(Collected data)
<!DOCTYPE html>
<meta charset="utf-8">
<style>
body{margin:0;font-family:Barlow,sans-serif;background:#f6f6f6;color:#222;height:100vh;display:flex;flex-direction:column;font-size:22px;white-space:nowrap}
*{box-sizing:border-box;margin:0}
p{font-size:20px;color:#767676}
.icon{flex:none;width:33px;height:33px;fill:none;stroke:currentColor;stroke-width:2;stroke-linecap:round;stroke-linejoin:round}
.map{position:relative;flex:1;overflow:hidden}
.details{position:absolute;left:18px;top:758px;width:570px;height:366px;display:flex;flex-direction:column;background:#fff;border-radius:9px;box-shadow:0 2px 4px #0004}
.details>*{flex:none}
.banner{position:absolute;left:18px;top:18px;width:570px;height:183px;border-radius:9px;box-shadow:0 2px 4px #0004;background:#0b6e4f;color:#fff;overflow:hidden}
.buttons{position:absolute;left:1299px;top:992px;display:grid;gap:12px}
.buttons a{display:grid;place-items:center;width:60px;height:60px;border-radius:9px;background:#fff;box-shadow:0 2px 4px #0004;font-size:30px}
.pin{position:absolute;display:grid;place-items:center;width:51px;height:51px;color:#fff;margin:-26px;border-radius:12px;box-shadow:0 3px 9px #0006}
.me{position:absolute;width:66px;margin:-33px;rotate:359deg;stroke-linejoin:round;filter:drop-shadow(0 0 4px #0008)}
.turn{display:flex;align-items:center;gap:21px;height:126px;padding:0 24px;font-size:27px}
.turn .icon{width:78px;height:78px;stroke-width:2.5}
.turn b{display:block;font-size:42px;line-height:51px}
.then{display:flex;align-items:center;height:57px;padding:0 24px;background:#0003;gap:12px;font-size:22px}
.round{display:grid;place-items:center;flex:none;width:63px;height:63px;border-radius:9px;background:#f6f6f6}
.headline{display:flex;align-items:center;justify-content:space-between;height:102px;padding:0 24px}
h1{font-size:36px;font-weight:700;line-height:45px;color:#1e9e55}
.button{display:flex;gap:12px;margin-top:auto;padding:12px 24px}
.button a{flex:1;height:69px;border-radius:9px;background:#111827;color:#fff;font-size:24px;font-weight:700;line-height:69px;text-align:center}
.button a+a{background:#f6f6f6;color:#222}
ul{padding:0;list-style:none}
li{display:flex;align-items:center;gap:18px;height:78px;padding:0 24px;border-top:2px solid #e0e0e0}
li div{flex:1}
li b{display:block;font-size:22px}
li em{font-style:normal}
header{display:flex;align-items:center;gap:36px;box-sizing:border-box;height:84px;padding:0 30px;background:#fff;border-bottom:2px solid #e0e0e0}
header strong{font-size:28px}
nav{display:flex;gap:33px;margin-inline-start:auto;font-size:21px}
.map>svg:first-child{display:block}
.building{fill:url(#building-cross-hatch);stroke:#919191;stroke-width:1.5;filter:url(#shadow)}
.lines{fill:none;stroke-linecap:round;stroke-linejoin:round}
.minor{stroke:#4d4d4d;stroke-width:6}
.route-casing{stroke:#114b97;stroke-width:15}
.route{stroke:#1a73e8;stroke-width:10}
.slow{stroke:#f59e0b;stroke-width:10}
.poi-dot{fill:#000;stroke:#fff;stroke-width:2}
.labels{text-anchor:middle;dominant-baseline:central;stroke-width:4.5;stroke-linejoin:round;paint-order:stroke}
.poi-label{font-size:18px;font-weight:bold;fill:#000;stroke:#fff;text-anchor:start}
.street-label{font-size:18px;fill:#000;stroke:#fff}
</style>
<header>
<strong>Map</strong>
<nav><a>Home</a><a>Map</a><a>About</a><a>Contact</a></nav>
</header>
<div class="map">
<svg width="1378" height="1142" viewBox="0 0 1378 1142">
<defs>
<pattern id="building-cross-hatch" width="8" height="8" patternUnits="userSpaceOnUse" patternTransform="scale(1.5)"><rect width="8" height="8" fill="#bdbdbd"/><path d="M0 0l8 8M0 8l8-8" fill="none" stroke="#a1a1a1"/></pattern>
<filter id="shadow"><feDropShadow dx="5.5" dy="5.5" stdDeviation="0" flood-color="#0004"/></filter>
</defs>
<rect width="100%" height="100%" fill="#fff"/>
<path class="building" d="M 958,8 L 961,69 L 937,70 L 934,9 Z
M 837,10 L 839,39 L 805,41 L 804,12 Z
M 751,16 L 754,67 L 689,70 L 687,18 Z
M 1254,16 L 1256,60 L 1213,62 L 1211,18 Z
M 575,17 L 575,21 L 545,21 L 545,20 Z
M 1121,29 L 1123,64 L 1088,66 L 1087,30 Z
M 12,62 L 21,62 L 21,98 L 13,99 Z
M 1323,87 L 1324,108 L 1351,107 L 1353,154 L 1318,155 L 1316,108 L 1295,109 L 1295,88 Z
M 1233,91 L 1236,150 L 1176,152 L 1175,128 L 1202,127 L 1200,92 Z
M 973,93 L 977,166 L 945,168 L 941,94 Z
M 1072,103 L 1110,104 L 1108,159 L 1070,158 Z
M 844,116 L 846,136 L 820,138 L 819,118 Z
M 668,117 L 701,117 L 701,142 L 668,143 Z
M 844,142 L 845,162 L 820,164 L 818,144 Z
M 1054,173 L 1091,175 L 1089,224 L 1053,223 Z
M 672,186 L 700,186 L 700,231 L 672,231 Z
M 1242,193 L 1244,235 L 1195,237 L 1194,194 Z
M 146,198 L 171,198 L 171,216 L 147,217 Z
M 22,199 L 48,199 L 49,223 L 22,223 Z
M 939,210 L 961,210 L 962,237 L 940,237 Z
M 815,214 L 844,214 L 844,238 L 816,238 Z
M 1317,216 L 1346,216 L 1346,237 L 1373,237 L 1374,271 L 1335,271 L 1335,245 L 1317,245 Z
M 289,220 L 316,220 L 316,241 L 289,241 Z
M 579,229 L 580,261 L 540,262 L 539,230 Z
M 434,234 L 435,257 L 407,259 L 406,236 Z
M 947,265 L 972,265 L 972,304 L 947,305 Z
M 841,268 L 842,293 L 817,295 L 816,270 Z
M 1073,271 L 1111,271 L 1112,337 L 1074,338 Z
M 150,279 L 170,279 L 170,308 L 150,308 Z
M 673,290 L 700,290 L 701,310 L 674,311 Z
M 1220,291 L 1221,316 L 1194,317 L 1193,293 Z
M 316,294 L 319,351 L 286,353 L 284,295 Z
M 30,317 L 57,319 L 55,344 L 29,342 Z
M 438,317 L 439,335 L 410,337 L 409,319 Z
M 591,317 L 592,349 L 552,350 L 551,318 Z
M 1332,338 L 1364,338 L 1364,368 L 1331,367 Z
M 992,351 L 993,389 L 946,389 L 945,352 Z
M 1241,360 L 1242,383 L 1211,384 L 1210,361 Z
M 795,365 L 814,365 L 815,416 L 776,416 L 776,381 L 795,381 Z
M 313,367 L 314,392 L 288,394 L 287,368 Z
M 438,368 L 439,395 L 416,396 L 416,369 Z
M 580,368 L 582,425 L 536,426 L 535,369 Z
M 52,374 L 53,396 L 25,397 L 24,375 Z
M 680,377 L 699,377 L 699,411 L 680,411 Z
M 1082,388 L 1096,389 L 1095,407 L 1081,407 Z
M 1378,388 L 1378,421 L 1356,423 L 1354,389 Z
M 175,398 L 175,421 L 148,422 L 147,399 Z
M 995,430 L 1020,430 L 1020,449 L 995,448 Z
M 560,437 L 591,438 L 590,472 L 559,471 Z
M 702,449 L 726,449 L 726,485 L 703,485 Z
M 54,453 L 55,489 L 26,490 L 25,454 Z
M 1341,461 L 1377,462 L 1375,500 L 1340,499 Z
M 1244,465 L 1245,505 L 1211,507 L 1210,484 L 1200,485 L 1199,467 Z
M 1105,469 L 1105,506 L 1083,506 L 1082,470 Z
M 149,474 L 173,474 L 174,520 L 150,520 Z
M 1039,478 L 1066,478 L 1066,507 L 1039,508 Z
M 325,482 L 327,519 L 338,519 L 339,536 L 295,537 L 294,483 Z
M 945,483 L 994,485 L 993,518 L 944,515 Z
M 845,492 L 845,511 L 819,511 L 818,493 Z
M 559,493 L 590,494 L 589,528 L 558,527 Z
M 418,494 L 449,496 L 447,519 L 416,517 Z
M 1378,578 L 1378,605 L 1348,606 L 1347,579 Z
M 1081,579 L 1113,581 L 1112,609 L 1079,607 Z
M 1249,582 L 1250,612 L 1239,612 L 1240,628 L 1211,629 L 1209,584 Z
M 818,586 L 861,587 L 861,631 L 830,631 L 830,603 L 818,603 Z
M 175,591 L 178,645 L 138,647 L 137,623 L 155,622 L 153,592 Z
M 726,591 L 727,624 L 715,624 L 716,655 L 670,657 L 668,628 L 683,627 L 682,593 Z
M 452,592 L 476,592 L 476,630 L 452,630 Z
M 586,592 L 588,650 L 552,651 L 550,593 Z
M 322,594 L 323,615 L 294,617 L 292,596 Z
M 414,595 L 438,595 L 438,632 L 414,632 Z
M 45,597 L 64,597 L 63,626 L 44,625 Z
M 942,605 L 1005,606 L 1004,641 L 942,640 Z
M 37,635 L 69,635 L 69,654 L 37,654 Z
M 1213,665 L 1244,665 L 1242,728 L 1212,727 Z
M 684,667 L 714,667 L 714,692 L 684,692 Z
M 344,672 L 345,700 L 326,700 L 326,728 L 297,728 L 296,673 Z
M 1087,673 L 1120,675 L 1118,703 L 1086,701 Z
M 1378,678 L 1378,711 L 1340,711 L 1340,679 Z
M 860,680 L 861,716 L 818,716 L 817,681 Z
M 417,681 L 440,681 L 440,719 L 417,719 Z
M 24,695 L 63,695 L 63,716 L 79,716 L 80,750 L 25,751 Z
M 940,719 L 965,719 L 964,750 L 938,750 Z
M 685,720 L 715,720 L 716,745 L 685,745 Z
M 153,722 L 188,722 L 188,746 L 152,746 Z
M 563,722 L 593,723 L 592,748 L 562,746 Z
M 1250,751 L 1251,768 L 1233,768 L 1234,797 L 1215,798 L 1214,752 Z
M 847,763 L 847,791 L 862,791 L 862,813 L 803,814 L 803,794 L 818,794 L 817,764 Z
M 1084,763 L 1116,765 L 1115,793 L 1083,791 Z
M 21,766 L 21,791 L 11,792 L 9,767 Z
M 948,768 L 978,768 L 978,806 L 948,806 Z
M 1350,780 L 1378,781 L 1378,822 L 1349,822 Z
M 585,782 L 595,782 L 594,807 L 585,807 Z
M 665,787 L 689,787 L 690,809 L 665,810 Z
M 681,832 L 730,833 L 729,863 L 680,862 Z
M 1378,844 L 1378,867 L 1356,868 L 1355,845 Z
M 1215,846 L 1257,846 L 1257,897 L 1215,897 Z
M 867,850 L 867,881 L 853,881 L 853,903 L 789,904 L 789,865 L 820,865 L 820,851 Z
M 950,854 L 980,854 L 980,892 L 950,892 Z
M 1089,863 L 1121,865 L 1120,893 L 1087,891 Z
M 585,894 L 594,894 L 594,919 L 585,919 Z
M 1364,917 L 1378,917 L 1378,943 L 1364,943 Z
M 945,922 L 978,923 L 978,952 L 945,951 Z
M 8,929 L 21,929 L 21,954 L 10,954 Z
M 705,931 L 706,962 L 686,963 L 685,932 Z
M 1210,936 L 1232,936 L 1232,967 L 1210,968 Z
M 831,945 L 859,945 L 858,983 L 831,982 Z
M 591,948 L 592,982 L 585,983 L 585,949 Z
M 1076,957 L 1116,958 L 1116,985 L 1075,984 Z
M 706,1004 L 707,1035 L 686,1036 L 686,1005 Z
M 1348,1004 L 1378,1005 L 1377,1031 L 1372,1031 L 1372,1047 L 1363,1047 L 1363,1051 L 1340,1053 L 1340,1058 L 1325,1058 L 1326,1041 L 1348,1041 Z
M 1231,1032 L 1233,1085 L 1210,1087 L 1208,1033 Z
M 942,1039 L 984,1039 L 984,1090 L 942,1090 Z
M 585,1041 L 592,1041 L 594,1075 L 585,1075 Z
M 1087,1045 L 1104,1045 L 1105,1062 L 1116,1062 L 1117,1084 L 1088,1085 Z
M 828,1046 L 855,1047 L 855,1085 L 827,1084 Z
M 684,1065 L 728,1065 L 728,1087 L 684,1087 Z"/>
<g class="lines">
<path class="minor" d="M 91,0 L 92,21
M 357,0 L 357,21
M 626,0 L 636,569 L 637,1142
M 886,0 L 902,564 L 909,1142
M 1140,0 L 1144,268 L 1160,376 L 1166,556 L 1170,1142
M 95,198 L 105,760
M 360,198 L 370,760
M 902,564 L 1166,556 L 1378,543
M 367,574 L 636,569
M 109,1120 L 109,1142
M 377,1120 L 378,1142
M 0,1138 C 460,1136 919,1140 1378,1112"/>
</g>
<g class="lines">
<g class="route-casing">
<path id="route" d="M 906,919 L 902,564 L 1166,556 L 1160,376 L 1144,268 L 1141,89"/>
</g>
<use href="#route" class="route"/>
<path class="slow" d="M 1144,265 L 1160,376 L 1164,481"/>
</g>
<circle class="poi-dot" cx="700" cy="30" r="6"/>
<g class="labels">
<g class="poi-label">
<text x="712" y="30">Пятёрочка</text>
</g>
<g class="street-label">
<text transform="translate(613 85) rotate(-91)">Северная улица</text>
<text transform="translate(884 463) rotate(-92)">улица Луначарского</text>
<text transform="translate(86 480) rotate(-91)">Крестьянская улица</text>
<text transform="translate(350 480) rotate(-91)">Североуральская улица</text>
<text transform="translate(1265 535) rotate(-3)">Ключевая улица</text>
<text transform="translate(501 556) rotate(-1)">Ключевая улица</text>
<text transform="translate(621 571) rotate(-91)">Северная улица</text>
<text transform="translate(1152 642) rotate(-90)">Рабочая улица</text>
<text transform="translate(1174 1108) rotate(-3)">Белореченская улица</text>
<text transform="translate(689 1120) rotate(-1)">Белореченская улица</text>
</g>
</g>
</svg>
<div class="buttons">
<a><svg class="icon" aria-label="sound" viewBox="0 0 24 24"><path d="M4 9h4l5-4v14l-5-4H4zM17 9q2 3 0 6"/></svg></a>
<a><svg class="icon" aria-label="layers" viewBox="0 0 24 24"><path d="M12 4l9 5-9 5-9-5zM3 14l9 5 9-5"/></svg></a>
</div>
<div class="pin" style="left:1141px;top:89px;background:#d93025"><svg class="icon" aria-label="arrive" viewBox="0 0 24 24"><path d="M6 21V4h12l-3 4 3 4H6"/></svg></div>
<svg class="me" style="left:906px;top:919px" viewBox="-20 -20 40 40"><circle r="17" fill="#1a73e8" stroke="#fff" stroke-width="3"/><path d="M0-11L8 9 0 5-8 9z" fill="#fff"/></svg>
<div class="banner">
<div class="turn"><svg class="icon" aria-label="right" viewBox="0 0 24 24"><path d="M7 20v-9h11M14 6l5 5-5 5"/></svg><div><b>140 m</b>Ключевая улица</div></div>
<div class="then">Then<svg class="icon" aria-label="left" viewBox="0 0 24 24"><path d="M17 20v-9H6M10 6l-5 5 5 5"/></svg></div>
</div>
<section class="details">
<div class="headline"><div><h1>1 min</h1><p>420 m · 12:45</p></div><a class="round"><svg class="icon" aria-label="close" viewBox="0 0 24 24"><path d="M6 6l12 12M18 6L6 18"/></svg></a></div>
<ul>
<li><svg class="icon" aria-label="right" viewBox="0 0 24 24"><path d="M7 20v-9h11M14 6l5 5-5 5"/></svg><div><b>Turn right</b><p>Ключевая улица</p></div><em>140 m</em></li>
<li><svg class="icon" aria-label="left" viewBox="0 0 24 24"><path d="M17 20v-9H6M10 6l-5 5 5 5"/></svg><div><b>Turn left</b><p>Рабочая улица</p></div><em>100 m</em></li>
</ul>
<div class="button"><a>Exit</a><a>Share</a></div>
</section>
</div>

* * *

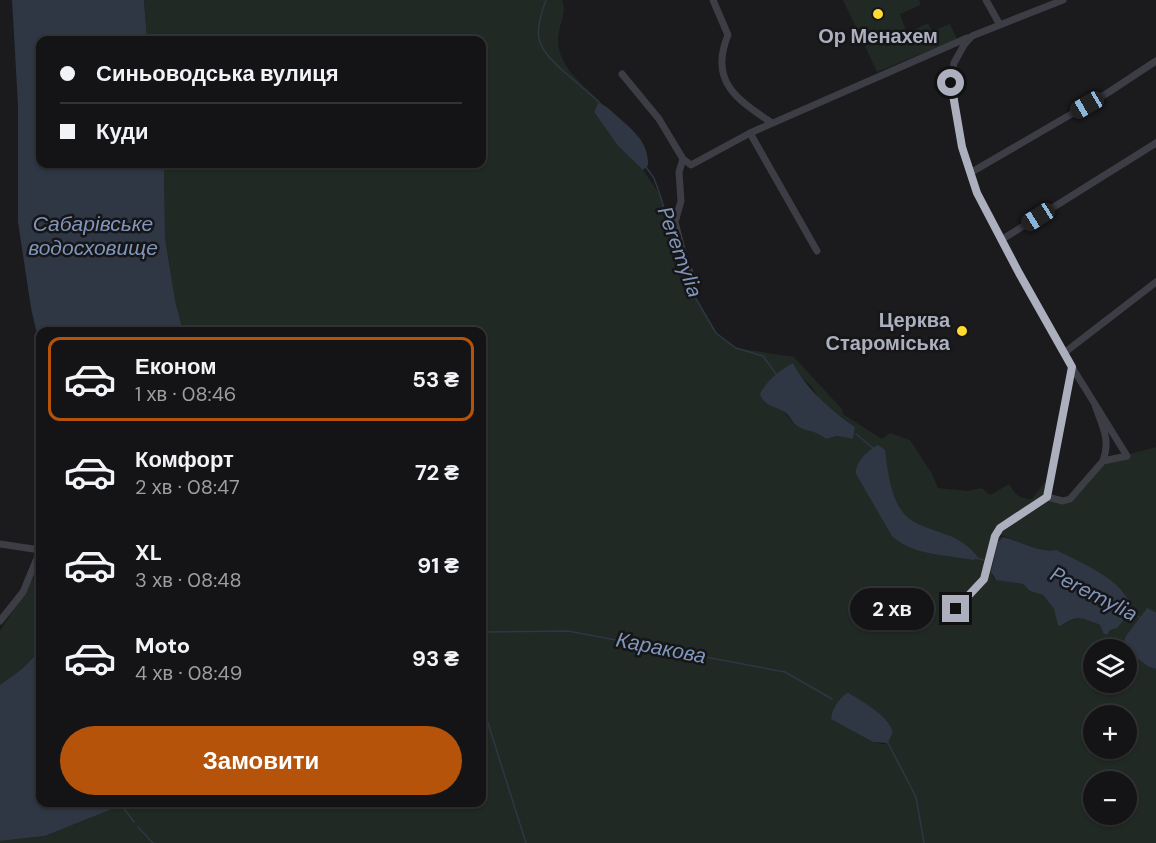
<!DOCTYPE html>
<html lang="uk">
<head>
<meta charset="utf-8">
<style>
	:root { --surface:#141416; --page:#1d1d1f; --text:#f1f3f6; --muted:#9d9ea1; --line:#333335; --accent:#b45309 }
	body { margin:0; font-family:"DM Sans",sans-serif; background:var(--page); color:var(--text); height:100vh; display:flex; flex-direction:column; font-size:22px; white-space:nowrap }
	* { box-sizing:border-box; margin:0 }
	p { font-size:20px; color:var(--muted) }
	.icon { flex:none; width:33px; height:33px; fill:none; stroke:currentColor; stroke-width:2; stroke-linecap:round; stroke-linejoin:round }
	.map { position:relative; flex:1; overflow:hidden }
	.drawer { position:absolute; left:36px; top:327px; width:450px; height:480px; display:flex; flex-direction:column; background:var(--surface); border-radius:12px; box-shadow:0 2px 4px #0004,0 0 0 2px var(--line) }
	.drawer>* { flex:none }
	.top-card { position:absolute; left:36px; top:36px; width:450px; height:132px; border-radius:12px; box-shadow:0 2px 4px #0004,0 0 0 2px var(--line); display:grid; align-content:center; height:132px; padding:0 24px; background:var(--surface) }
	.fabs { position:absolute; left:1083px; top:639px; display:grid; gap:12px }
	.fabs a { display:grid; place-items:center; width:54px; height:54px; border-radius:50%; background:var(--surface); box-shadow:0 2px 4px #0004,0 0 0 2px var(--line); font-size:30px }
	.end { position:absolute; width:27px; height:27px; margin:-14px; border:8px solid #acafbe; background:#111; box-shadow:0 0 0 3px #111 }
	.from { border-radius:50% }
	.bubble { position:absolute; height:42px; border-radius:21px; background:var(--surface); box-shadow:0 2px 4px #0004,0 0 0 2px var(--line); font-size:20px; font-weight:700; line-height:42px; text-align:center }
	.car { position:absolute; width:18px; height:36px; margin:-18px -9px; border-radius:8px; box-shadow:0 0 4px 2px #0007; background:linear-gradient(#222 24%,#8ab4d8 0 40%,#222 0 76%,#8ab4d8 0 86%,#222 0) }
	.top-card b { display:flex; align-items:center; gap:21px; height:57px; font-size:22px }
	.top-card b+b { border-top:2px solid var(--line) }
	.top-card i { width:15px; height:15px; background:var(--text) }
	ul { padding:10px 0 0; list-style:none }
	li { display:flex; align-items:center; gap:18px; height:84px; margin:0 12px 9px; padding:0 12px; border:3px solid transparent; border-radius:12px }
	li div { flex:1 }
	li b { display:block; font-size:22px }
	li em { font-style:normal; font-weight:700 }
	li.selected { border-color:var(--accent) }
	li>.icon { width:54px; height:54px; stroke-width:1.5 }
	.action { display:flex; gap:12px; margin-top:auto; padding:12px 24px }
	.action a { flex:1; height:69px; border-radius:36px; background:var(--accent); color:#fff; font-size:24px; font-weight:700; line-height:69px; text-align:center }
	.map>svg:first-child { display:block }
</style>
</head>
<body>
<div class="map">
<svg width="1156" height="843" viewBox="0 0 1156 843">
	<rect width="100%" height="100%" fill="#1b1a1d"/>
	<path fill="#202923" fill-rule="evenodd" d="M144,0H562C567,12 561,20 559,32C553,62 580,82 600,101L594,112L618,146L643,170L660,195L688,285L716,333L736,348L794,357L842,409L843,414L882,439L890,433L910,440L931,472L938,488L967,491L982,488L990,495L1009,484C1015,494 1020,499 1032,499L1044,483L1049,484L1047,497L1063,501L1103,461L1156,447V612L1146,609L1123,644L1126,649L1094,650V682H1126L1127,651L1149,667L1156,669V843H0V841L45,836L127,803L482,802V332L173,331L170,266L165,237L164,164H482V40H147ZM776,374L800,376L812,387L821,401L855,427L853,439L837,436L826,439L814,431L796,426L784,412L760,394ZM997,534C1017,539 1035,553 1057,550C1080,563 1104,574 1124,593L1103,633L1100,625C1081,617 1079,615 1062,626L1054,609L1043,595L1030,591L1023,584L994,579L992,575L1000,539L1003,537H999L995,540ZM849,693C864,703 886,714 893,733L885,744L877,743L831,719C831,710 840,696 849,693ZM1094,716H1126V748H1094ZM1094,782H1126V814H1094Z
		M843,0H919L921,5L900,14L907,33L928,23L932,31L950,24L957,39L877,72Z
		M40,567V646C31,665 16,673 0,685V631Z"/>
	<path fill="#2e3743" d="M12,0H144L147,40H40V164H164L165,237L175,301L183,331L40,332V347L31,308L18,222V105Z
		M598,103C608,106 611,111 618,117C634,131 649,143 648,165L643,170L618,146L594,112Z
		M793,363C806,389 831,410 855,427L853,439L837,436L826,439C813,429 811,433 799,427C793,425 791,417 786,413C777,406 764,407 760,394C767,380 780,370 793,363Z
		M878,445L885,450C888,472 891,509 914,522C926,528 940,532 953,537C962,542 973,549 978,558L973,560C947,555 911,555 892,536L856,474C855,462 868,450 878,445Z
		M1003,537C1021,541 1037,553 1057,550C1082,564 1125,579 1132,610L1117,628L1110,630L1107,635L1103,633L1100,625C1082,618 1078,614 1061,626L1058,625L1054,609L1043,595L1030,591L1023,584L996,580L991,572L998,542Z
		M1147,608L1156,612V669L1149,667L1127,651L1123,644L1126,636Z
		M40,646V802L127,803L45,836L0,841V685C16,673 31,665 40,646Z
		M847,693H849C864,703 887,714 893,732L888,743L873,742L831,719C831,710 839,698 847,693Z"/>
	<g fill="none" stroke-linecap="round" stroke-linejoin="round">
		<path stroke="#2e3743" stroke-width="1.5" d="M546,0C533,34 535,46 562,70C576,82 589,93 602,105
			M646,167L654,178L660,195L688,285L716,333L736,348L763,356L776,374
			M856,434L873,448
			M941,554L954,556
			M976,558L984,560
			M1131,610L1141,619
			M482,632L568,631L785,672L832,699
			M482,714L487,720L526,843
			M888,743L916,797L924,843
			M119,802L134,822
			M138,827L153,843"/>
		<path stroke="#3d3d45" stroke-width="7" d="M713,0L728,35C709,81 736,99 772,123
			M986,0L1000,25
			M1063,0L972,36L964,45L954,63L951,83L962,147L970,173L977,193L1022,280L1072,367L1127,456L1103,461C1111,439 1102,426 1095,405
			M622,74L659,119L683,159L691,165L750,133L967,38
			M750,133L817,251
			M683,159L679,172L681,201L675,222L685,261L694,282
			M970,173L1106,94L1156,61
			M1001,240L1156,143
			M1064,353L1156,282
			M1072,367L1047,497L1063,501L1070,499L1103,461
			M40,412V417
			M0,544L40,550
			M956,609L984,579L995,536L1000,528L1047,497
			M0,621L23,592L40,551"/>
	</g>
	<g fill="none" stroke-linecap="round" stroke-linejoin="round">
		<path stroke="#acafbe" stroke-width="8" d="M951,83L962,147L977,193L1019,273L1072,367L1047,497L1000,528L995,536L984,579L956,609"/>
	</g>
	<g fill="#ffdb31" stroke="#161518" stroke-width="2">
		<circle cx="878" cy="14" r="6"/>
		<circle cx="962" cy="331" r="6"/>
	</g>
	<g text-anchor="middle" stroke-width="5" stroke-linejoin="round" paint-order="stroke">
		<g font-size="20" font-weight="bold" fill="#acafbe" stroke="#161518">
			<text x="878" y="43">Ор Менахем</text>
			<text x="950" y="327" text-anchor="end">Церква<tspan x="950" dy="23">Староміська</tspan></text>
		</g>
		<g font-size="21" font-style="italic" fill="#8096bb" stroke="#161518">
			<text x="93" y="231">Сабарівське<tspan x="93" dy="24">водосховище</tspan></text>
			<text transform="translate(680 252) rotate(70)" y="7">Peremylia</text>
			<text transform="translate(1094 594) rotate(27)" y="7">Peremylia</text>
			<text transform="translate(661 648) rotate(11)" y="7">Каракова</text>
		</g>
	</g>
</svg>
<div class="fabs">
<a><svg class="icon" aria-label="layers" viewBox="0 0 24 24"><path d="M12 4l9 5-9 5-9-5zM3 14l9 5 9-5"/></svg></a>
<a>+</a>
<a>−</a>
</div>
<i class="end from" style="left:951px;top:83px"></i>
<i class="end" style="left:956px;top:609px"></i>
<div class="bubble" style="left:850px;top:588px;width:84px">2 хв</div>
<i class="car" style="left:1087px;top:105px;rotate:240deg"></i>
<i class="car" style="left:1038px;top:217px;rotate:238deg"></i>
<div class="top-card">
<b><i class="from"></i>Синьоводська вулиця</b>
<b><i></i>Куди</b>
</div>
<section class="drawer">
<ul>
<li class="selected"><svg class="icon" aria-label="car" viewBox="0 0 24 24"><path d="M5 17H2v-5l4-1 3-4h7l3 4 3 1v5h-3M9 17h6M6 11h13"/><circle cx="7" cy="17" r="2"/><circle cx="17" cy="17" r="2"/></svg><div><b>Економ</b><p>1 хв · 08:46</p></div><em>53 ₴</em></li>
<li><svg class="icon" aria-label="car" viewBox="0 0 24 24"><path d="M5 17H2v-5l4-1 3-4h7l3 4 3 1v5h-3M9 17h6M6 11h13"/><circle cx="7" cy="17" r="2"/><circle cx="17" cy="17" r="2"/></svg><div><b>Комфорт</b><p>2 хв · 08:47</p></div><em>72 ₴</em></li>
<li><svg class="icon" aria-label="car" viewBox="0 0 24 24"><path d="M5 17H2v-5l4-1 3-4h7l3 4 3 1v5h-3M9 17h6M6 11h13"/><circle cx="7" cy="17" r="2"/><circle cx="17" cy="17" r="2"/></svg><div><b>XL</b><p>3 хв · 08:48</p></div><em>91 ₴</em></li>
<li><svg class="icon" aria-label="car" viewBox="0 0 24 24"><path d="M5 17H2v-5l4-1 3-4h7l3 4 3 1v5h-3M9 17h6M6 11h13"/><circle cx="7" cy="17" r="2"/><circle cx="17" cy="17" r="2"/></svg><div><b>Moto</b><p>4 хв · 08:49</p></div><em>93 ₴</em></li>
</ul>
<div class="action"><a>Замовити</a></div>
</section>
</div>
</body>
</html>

▶ [Task to carry out]
Each line of the data that holds "hidden" should be copied.

▶ [Answer space]
.map{position:relative;flex:1;overflow:hidden}
.banner{position:absolute;left:18px;top:18px;width:570px;height:183px;border-radius:9px;box-shadow:0 2px 4px #0004;background:#0b6e4f;color:#fff;overflow:hidden}
	.map { position:relative; flex:1; overflow:hidden }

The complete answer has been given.